> _Goal of the exercise_:
Read through the records below and copy each line that uses the word "color".

Data records
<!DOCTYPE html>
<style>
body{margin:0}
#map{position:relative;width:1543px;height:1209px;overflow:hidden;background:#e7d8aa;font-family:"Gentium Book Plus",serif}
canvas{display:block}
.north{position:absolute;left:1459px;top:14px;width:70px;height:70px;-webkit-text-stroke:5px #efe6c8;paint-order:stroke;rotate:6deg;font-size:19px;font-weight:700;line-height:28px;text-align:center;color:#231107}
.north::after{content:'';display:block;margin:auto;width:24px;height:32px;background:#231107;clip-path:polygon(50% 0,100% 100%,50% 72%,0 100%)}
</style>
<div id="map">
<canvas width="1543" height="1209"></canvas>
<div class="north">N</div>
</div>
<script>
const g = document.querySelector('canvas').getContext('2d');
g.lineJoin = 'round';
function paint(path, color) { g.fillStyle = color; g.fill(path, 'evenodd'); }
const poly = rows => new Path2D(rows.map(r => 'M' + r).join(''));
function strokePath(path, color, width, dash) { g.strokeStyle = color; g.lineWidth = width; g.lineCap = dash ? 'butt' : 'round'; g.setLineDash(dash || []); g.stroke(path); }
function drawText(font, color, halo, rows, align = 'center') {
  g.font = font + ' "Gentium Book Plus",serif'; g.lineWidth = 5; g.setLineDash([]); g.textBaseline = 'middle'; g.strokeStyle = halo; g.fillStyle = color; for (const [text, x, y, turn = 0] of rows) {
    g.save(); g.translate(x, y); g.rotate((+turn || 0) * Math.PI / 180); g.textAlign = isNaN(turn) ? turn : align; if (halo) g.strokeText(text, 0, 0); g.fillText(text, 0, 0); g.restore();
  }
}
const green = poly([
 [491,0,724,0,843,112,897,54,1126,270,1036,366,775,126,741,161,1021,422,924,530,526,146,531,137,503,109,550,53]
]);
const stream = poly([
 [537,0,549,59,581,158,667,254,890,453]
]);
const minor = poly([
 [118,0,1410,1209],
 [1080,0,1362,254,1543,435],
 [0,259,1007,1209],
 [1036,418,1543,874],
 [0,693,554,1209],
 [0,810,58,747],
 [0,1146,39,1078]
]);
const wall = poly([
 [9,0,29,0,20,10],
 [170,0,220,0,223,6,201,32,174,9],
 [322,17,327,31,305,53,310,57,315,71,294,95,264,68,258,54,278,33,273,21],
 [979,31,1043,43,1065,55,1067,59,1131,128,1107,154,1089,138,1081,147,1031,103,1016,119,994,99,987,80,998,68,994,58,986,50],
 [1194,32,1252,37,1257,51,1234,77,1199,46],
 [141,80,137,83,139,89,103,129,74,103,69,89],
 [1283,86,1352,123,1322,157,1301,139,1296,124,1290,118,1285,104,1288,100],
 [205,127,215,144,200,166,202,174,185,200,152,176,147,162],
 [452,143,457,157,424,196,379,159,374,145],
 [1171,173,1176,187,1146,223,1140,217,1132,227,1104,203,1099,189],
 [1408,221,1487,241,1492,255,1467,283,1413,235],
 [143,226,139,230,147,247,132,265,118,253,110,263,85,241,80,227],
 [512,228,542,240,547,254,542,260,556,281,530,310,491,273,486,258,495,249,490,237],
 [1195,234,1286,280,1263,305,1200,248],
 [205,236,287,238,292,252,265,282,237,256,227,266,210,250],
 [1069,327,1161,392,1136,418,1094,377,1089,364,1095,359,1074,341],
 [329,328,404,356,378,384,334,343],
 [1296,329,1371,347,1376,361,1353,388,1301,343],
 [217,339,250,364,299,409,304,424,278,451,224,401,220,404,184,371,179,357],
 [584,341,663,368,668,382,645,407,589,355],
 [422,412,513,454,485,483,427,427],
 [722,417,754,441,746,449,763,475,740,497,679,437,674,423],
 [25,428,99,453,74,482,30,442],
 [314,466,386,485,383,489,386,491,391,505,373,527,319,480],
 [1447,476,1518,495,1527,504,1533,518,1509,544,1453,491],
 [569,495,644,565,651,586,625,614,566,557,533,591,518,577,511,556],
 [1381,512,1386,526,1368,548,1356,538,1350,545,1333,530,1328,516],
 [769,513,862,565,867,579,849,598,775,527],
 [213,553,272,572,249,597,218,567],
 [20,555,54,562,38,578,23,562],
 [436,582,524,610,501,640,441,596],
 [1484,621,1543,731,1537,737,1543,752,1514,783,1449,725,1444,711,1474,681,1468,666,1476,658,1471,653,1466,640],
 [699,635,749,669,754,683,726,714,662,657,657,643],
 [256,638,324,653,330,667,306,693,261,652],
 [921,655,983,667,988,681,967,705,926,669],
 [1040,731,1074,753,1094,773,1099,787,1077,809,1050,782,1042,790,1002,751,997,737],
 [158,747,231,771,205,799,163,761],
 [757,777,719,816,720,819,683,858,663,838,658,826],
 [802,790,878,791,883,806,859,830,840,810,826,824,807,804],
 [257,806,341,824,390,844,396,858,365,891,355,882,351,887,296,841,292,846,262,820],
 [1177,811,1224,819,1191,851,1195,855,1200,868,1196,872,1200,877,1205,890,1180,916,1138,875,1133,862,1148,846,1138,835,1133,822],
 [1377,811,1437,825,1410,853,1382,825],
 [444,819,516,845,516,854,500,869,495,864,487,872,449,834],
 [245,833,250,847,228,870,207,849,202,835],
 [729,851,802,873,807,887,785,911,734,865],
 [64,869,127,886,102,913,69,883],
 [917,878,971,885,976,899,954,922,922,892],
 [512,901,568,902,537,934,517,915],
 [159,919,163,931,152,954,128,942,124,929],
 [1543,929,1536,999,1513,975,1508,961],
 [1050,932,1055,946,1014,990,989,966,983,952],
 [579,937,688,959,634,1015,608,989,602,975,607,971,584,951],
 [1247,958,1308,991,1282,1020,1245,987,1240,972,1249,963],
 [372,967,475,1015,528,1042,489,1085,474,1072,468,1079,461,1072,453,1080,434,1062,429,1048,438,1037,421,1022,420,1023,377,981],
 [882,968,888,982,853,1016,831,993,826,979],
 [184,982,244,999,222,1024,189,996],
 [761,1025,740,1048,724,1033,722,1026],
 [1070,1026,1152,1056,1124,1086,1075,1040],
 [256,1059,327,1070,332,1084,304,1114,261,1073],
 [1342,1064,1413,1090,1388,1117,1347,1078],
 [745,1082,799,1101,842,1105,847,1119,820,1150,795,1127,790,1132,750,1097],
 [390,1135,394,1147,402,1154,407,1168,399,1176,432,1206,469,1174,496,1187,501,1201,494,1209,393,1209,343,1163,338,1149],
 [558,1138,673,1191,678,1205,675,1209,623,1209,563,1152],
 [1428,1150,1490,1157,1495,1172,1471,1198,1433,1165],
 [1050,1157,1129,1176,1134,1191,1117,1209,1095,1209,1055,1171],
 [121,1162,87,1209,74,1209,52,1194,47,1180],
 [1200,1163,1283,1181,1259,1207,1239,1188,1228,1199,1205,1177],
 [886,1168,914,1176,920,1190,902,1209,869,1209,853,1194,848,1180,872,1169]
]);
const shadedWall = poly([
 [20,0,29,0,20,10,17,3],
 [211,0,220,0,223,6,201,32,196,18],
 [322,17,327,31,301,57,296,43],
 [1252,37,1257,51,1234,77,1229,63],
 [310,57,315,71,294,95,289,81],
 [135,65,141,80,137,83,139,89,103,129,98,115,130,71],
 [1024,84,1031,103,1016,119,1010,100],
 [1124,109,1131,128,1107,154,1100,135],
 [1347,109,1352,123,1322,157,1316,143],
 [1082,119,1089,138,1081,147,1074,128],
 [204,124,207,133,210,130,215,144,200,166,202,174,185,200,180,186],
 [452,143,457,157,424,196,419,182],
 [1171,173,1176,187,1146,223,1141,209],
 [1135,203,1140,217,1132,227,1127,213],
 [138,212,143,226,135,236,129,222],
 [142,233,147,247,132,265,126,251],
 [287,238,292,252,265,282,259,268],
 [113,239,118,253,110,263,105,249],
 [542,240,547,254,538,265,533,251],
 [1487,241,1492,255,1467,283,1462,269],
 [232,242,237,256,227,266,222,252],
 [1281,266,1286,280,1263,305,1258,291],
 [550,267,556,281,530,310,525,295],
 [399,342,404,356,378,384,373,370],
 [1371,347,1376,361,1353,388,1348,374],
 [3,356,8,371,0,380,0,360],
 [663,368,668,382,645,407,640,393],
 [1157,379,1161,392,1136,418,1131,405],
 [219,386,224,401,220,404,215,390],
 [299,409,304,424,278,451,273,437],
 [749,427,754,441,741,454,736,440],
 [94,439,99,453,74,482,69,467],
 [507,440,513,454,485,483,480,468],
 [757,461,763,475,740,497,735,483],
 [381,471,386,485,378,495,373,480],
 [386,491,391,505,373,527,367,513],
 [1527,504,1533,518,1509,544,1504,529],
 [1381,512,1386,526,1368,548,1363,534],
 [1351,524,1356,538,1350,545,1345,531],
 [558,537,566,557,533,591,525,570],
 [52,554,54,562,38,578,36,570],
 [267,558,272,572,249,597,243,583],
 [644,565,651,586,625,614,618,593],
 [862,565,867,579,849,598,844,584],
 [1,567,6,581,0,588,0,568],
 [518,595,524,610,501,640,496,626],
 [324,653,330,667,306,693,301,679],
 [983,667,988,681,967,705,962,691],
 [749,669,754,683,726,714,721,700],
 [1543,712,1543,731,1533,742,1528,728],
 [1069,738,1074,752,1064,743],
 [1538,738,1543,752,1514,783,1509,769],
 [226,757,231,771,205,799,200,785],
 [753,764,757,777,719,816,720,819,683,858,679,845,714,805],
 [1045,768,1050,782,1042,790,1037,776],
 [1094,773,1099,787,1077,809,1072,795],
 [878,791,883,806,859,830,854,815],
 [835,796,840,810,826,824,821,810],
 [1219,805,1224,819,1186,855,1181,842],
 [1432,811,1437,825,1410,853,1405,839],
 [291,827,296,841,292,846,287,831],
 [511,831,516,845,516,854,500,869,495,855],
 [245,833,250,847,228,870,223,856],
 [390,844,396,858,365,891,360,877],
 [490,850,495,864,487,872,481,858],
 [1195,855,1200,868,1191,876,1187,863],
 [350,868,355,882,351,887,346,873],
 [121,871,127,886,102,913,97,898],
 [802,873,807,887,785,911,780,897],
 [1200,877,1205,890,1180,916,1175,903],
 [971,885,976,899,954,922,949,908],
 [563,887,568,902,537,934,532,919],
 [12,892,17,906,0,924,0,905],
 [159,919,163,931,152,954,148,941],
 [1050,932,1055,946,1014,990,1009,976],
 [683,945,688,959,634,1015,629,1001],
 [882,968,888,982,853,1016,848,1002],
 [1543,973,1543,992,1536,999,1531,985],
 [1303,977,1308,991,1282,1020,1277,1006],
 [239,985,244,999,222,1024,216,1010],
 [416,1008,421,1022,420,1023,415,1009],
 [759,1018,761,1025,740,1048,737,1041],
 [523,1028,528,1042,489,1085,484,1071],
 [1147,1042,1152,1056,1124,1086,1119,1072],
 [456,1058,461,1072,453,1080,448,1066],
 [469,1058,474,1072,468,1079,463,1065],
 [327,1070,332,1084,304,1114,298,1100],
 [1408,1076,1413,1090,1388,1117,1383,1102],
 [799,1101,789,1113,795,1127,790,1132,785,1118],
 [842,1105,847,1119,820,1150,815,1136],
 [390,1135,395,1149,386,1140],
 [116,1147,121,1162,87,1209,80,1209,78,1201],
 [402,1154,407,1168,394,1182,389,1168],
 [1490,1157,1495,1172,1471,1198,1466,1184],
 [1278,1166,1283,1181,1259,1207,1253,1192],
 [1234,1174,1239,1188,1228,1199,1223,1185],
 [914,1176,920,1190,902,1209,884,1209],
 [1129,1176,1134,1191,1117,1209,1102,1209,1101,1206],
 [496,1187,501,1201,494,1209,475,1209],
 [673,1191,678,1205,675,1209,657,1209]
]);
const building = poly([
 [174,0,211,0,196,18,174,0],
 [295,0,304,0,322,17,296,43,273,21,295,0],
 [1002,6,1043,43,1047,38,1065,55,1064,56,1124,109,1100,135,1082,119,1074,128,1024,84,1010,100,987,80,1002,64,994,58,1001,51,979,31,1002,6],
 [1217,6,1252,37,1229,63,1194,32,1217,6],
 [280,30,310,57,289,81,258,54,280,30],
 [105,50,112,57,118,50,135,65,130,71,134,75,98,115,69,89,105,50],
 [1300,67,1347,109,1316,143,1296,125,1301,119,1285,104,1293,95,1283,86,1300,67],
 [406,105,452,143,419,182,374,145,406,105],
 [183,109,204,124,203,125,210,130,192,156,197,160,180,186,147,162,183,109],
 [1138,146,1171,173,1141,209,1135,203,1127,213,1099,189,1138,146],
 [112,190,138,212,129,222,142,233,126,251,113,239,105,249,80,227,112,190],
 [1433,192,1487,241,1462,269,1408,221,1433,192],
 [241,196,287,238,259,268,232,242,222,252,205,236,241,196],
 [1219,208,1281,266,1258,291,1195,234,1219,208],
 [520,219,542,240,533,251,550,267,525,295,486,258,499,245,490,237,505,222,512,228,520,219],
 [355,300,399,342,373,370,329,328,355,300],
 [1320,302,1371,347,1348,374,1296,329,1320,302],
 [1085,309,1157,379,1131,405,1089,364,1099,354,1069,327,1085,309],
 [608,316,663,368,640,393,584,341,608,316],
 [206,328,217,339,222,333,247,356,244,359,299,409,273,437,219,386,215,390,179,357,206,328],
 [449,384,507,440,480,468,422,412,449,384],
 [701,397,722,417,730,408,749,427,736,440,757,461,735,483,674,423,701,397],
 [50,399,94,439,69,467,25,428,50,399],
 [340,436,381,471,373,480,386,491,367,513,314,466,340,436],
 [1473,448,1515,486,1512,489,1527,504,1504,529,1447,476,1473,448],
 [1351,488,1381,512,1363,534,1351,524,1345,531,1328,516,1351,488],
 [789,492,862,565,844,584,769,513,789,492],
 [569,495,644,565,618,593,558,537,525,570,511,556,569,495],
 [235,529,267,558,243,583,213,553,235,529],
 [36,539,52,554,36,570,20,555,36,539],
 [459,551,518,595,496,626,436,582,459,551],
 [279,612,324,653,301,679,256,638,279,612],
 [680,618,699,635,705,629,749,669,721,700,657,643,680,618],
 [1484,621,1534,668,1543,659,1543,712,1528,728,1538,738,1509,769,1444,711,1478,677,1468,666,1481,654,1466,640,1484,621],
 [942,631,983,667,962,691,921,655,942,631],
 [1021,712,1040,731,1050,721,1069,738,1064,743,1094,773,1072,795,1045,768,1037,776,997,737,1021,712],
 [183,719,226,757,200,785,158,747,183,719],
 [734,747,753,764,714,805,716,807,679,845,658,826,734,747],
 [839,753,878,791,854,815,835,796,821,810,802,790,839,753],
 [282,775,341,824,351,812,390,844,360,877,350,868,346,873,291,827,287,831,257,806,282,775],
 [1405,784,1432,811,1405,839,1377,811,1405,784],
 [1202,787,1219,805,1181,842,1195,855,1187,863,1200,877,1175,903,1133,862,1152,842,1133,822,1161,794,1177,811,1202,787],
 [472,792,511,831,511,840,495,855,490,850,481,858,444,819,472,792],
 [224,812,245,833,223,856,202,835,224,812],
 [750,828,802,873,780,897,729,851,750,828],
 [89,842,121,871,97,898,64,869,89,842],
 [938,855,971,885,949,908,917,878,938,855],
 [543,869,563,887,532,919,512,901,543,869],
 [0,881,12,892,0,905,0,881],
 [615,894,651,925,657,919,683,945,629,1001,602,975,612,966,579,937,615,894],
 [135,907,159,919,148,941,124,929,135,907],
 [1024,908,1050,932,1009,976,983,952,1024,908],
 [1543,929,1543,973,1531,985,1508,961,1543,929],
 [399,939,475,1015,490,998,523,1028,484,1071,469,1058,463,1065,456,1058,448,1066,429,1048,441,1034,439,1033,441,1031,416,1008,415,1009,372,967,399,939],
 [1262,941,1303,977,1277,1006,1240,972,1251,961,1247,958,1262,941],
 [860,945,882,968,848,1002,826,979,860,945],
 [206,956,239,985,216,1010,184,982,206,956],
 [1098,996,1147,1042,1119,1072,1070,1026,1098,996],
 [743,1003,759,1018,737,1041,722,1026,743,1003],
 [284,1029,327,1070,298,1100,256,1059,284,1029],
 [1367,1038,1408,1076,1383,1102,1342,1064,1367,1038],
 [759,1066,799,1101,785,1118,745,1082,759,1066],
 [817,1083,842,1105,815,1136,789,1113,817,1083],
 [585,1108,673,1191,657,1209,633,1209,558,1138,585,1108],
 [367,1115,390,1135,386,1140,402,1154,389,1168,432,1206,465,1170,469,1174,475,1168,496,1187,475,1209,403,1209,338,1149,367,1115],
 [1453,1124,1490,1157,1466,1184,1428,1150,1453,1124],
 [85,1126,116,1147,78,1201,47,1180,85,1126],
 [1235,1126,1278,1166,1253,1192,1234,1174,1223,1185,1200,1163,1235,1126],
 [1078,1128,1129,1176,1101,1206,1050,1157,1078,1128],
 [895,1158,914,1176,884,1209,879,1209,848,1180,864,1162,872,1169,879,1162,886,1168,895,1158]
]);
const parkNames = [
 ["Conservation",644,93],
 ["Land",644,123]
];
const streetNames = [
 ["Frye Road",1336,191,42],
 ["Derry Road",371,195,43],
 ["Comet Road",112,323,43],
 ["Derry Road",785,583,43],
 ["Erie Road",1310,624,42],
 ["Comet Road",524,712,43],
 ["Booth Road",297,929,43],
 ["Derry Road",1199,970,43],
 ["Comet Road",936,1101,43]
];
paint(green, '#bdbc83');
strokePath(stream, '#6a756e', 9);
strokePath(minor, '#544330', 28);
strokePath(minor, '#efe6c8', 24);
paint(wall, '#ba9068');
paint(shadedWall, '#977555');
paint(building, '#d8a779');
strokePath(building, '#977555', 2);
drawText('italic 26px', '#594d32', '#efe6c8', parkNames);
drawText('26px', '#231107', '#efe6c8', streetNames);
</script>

> _Output of the exercise_:
.north{position:absolute;left:1459px;top:14px;width:70px;height:70px;-webkit-text-stroke:5px #efe6c8;paint-order:stroke;rotate:6deg;font-size:19px;font-weight:700;line-height:28px;text-align:center;color:#231107}
function paint(path, color) { g.fillStyle = color; g.fill(path, 'evenodd'); }
function strokePath(path, color, width, dash) { g.strokeStyle = color; g.lineWidth = width; g.lineCap = dash ? 'butt' : 'round'; g.setLineDash(dash || []); g.stroke(path); }
function drawText(font, color, halo, rows, align = 'center') {
  g.font = font + ' "Gentium Book Plus",serif'; g.lineWidth = 5; g.setLineDash([]); g.textBaseline = 'middle'; g.strokeStyle = halo; g.fillStyle = color; for (const [text, x, y, turn = 0] of rows) {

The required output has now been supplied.